**MATERIALS PROVIDED**
___
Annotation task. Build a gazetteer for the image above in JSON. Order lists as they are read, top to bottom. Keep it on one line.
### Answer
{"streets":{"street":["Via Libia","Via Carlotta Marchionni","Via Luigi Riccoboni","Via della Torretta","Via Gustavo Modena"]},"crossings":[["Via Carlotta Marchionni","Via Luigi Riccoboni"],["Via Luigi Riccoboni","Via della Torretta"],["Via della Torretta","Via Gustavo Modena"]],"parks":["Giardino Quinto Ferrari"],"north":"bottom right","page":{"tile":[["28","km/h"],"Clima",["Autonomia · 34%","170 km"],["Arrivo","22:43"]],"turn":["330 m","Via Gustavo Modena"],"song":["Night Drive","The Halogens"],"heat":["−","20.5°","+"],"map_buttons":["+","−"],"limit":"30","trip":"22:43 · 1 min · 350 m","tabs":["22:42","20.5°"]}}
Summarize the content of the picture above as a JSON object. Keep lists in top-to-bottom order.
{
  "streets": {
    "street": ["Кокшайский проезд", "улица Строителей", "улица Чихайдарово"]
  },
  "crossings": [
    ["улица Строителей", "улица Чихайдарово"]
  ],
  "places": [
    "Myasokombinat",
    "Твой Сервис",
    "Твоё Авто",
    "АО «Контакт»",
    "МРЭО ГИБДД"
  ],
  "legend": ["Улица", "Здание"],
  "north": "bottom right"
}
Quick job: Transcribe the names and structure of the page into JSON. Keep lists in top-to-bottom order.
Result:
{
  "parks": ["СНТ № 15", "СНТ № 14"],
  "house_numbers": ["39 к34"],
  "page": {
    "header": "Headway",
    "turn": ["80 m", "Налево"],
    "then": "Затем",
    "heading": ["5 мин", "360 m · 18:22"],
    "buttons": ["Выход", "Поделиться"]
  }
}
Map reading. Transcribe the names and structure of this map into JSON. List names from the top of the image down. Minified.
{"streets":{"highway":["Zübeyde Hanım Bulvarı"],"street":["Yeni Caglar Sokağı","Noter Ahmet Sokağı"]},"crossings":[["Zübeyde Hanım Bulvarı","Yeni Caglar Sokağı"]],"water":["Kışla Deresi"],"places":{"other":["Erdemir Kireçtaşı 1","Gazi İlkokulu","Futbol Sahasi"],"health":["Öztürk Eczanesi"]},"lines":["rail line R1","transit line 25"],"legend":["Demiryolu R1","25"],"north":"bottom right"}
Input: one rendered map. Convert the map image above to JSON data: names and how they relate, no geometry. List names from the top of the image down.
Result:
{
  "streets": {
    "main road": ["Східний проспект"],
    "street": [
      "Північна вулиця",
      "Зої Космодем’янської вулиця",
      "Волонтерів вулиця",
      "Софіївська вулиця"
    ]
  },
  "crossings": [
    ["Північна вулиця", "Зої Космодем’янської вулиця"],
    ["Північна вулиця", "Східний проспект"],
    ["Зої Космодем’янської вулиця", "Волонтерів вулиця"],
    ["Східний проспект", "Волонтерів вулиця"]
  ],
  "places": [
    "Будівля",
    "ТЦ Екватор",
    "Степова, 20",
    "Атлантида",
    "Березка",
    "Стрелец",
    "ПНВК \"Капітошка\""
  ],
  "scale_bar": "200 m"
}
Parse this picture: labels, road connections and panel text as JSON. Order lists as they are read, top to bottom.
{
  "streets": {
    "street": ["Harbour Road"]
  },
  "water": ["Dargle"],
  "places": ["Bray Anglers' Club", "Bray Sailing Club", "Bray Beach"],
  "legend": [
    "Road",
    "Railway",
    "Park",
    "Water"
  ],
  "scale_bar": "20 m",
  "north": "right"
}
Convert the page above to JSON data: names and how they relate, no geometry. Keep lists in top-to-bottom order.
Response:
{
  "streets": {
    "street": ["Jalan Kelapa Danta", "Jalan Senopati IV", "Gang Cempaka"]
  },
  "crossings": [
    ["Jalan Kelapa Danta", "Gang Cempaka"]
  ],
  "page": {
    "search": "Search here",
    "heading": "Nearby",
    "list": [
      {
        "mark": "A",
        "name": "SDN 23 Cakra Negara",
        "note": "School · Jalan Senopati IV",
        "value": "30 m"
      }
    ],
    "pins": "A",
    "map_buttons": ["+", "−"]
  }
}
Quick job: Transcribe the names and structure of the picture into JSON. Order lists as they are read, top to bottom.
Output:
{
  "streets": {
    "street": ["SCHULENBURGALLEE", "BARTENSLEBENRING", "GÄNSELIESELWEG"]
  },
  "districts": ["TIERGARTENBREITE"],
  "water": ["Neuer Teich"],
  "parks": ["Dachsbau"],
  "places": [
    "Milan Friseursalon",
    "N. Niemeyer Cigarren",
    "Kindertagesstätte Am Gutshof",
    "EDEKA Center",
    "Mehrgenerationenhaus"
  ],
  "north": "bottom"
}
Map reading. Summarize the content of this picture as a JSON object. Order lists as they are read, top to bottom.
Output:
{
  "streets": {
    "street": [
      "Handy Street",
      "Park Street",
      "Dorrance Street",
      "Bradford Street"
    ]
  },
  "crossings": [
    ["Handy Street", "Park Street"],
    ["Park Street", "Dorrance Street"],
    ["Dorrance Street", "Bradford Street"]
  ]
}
___
**WHAT NEEDS TO BE DONE**
Go through the entries above and copy every line containing "geometry".

**REPLY**
Input: one rendered map. Convert the map image above to JSON data: names and how they relate, no geometry. List names from the top of the image down.
Convert the page above to JSON data: names and how they relate, no geometry. Keep lists in top-to-bottom order.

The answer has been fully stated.